It’s funny how people assume that alternative app stores would mean they can get around paying their cut.
As was established in Epic v. Apple, it’s not a payment processing fee, it’s an IP fee:
Indeed, as the Court has found, Apple is entitled to license its intellectual property for a fee, and to guard its intellectual property from uncompensated use by others.
This applies to sideloaded apps, alternative app stores, external payment processing, etc. The fee is to be payed for using the platform, its tools, and technologies, and having access to the user base generated by Apple via their hardware. That’s what you’re paying a 30% cut for.

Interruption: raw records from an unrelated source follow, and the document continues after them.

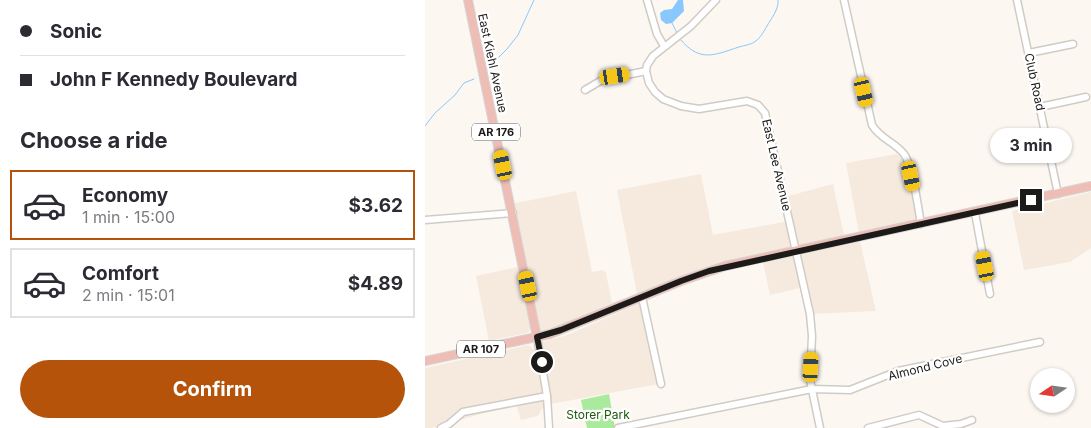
<!DOCTYPE html>
<html lang="en">
<head>
<meta charset="utf-8">
<style>
  :root { --surface:#fff; --page:#f2f2f3; --text:#2b2b33; --muted:#7c7c81; --line:#e1e1e2; --accent:#b45309 }
  body { margin:0; font-family:Inter,sans-serif; background:var(--page); color:var(--text); height:100vh; display:flex; flex-direction:column; font-size:19px; white-space:nowrap }
  * { box-sizing:border-box; margin:0 }
  p { font-size:16px; color:var(--muted) }
  .icon { flex:none; width:28px; height:28px; fill:none; stroke:currentColor; stroke-width:2; stroke-linecap:round; stroke-linejoin:round }
  .map { position:relative; flex:1; overflow:hidden }
  .details { display:flex; flex-direction:column; background:var(--surface); width:425px }
  .details>* { flex:none }
  .guide { display:grid; align-content:center; height:110px; padding:0 20px; background:var(--surface) }
  .needle { width:32px; rotate:257deg }
  .tools { position:absolute; left:605px; top:368px; display:grid; gap:10px }
  .tools a { display:grid; place-items:center; width:45px; height:45px; border-radius:50%; background:var(--surface); box-shadow:0 1px 4px #0004; font-size:25px }
  .end { position:absolute; width:22px; height:22px; margin:-11px; border:6px solid #1d1b19; background:#fff; box-shadow:0 0 0 2px #fff }
  .from { border-radius:50% }
  .bubble { position:absolute; height:35px; border-radius:18px; background:var(--surface); box-shadow:0 1px 4px #0004; font-size:16px; font-weight:700; line-height:35px; text-align:center }
  .car { position:absolute; width:15px; height:30px; margin:-15px -8px; border-radius:6px; box-shadow:0 0 4px 1px #0007; background:linear-gradient(#f5c518 24%,#345 0 40%,#f5c518 0 76%,#345 0 86%,#f5c518 0) }
  .guide b { display:flex; align-items:center; gap:18px; height:48px; font-size:19px }
  .guide b+b { border-top:1px solid var(--line) }
  .guide i { width:12px; height:12px; background:var(--text) }
  ul { padding:0; list-style:none }
  li { display:flex; align-items:center; gap:15px; height:70px; margin:0 10px 8px; padding:0 10px; border:2px solid var(--line); border-radius:0px }
  li div { flex:1 }
  li b { display:block; font-size:19px }
  li em { font-style:normal; font-weight:700 }
  li.selected { border-color:var(--accent) }
  li>.icon { width:45px; height:45px; stroke-width:1.5 }
  h2 { padding:0 20px; font-size:22px; line-height:60px }
  .action { display:flex; gap:10px; margin-top:auto; padding:10px 20px }
  .action a { flex:1; height:58px; border-radius:30px; background:var(--accent); color:#fff; font-size:20px; font-weight:700; line-height:58px; text-align:center }
  main { display:flex; flex:1; min-height:0 }
  .map>svg:first-child { display:block }
</style>
</head>
<body>
<main>
<section class="details">
<div class="guide">
<b><i class="from"></i>Sonic</b>
<b><i></i>John F Kennedy Boulevard</b>
</div>
<h2>Choose a ride</h2>
<ul>
<li class="selected"><svg class="icon" aria-label="car" viewBox="0 0 24 24"><path d="M5 17H2v-5l4-1 3-4h7l3 4 3 1v5h-3M9 17h6M6 11h13"/><circle cx="7" cy="17" r="2"/><circle cx="17" cy="17" r="2"/></svg><div><b>Economy</b><p>1 min · 15:00</p></div><em>$3.62</em></li>
<li><svg class="icon" aria-label="car" viewBox="0 0 24 24"><path d="M5 17H2v-5l4-1 3-4h7l3 4 3 1v5h-3M9 17h6M6 11h13"/><circle cx="7" cy="17" r="2"/><circle cx="17" cy="17" r="2"/></svg><div><b>Comfort</b><p>2 min · 15:01</p></div><em>$4.89</em></li>
</ul>
<div class="action"><a>Confirm</a></div>
</section>
<div class="map">
<svg width="666" height="428" viewBox="0 0 666 428">
  <rect width="100%" height="100%" fill="#fdf7f2"/>
  <g fill="#f6eadf">
    <polygon points="472,154 480,163 491,215 490,219 485,222 434,233 421,163"/>
    <polygon points="276,174 288,235 364,221 359,197 408,184 420,240 434,237 451,311 385,314 379,287 345,295 337,258 300,266 213,299 192,190"/>
    <polygon points="151,191 167,272 178,270 181,273 187,303 115,333 86,204"/>
    <polygon points="666,192 666,248 645,262 599,270 587,211"/>
    <polygon points="93,267 106,324 105,330 102,333 64,341 51,276"/>
    <polygon points="216,303 233,384 126,404 117,342 142,335"/>
    <polygon points="103,345 111,351 120,408 117,409 113,416 96,420 91,404 7,428 0,428 0,368"/>
  </g>
  <polygon fill="#aaea9d" points="184,394 190,428 162,428 156,400"/>
  <polygon fill="#88c8fd" points="253,0 258,0 259,11 247,23 241,24 236,20 235,13 239,10 247,9"/>
  <g fill="none" stroke-linecap="round" stroke-linejoin="round">
    <g stroke="#88c8fd" stroke-width="1">
      <polyline points="247,23 252,33"/>
      <path d="M255,39C275,63 289,55 314,47C320,45 327,45 332,40C337,36 341,27 345,21C349,15 354,7 353,0"/>
      <polyline points="61,70 82,49 93,35 109,0"/>
      <polyline points="0,126 10,113 30,95 39,83 49,79"/>
    </g>
    <defs>
      <g id="minor">
        <polyline points="222,0 232,34 239,46"/>
        <polyline points="291,0 266,26 228,56 222,65 221,71 224,83 230,92 238,99 256,106 274,109 322,101 333,105 340,113 385,314 387,336 385,380 395,428"/>
        <path d="M419,0L447,125C455,139 470,142 479,154C488,166 493,208 496,224"/>
        <polyline points="592,0 633,194"/>
        <polyline points="604,53 648,44"/>
        <polyline points="160,90 177,80 221,71"/>
        <polyline points="615,107 661,97"/>
        <polyline points="550,213 565,294"/>
        <polyline points="0,220 88,213"/>
        <polyline points="217,297 236,384"/>
        <polyline points="112,337 122,396 124,428"/>
        <polyline points="16,428 24,424 38,412 122,396"/>
        <polyline points="193,428 387,389 425,390 473,371 615,342"/>
        <polyline points="443,428 494,415 518,426 536,424 547,420"/>
      </g>
      <g id="major">
        <polyline points="43,0 112,337"/>
        <polyline points="0,361 125,334 256,281 300,266 666,186"/>
      </g>
    </defs>
    <use href="#minor" stroke="#d1cbc6" stroke-width="9"/>
    <use href="#major" stroke="#d6d6d6" stroke-width="10"/>
    <use href="#minor" stroke="#fff" stroke-width="6"/>
    <use href="#major" stroke="#eebeb6" stroke-width="8"/>
  </g>
  <g fill="none" stroke-linecap="round" stroke-linejoin="round">
    <polyline stroke="#1d1b19" stroke-width="6" points="117,362 112,337 136,330 256,281 284,271 606,200"/>
  </g>
  <g text-anchor="middle" dominant-baseline="central" stroke-width="4.5" stroke-linejoin="round" paint-order="stroke">
    <g fill="#fff" stroke="#615f5e" stroke-width="1">
      <rect x="47" y="123.5" width="48" height="17" rx="4"/>
      <rect x="32" y="340.5" width="48" height="17" rx="4"/>
    </g>
    <g font-size="11" font-weight="bold" fill="#1d1b19">
      <text x="71" y="132">AR 176</text>
      <text x="56" y="349">AR 107</text>
    </g>
    <g font-size="12" fill="#1d1b19" stroke="#fff">
      <text transform="translate(68 63) rotate(78)">East Kiehl Avenue</text>
      <text transform="translate(610 82) rotate(78)">Club Road</text>
      <text transform="translate(352 165) rotate(77)">East Lee Avenue</text>
      <text transform="translate(500 367) rotate(-14)">Almond Cove</text>
    </g>
    <g font-size="12" fill="#1b5809" stroke="#fff">
      <text x="173" y="414">Storer Park</text>
    </g>
  </g>
</svg>
<div class="tools">
<a><svg class="needle" viewBox="-14 -14 28 28"><path d="M0-13l5 13h-10z" fill="#e53935"/><path d="M0 13l5-13h-10z" fill="#7c7c81"/></svg></a>
</div>
<i class="end from" style="left:117px;top:362px"></i>
<i class="end" style="left:606px;top:200px"></i>
<div class="bubble" style="left:565px;top:128px;width:82px">3 min</div>
<i class="car" style="left:190px;top:76px;rotate:81deg"></i>
<i class="car" style="left:439px;top:92px;rotate:167deg"></i>
<i class="car" style="left:78px;top:165px;rotate:348deg"></i>
<i class="car" style="left:486px;top:176px;rotate:168deg"></i>
<i class="car" style="left:560px;top:266px;rotate:349deg"></i>
<i class="car" style="left:103px;top:286px;rotate:348deg"></i>
<i class="car" style="left:386px;top:367px;rotate:3deg"></i>
</div>
</main>
</body>
</html>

They might have to - while the DMA requires them to allow sideloading or alternative stores, the DSA requires them (and alternative stores) to govern the system and protect users as well as remove illegal and violating content (and the EUs level of free speech varies between member countries).
And even under the DMA ‘the gatekeeper shall not be prevented from taking … strictly necessary and proportionate measures to ensure that third-party [apps and app stores] do not endanger the integrity of the [gatekeeper’s] hardware or operating system, provided such measures are duly justified by the gatekeeper’.
People seem to be grossly under-informed (or unfazed) about either regulation and also blissfully unaware of the muzzling of free speech and the amount of censorship provisions contained in the DSA.
It’s as if the EUs regulatory left hand does’t know what its right hand is doing. The EU has an almost naive belief in the ‘magical’ abilities of software companies to make opposing legal requirements work so they can have their cake and eat it too.
Sideloading does not mean that you’re not subject to a ToS or that you will get full access to system frameworks.
This would potentially still require you to have an Apple developer membership to properly codesign binaries (like on macOS) if you distribute binaries and thus Apple could ask for financial audits to determine your income made with iOS customers.
This was explicitly mentioned in the court ruling: If a payment provider outside of Apple is used, Apple is entitled to such an audit to determine the size of the fee.
That’s not an enforceable policy though. If you allow any form of sideloading, people will get around that quickly. Jailbreaking is already possible, sideloading will make it easy.
It’s funny how people assume that alternative app stores would mean they can get around paying their cut.
As was established in Epic v. Apple, it’s not a payment processing fee, it’s an IP fee:
This applies to sideloaded apps, alternative app stores, external payment processing, etc. The fee is to be payed for using the platform, its tools, and technologies, and having access to the user base generated by Apple via their hardware. That’s what you’re paying a 30% cut for.
There is no way they can collect such a cut under the new rules.
They might have to - while the DMA requires them to allow sideloading or alternative stores, the DSA requires them (and alternative stores) to govern the system and protect users as well as remove illegal and violating content (and the EUs level of free speech varies between member countries).
And even under the DMA ‘the gatekeeper shall not be prevented from taking … strictly necessary and proportionate measures to ensure that third-party [apps and app stores] do not endanger the integrity of the [gatekeeper’s] hardware or operating system, provided such measures are duly justified by the gatekeeper’.
People seem to be grossly under-informed (or unfazed) about either regulation and also blissfully unaware of the muzzling of free speech and the amount of censorship provisions contained in the DSA.
It’s as if the EUs regulatory left hand does’t know what its right hand is doing. The EU has an almost naive belief in the ‘magical’ abilities of software companies to make opposing legal requirements work so they can have their cake and eat it too.
If sideloading is allowed, how would they enforce that?
Sideloading does not mean that you’re not subject to a ToS or that you will get full access to system frameworks.
This would potentially still require you to have an Apple developer membership to properly codesign binaries (like on macOS) if you distribute binaries and thus Apple could ask for financial audits to determine your income made with iOS customers.
This was explicitly mentioned in the court ruling: If a payment provider outside of Apple is used, Apple is entitled to such an audit to determine the size of the fee.
That’s not an enforceable policy though. If you allow any form of sideloading, people will get around that quickly. Jailbreaking is already possible, sideloading will make it easy.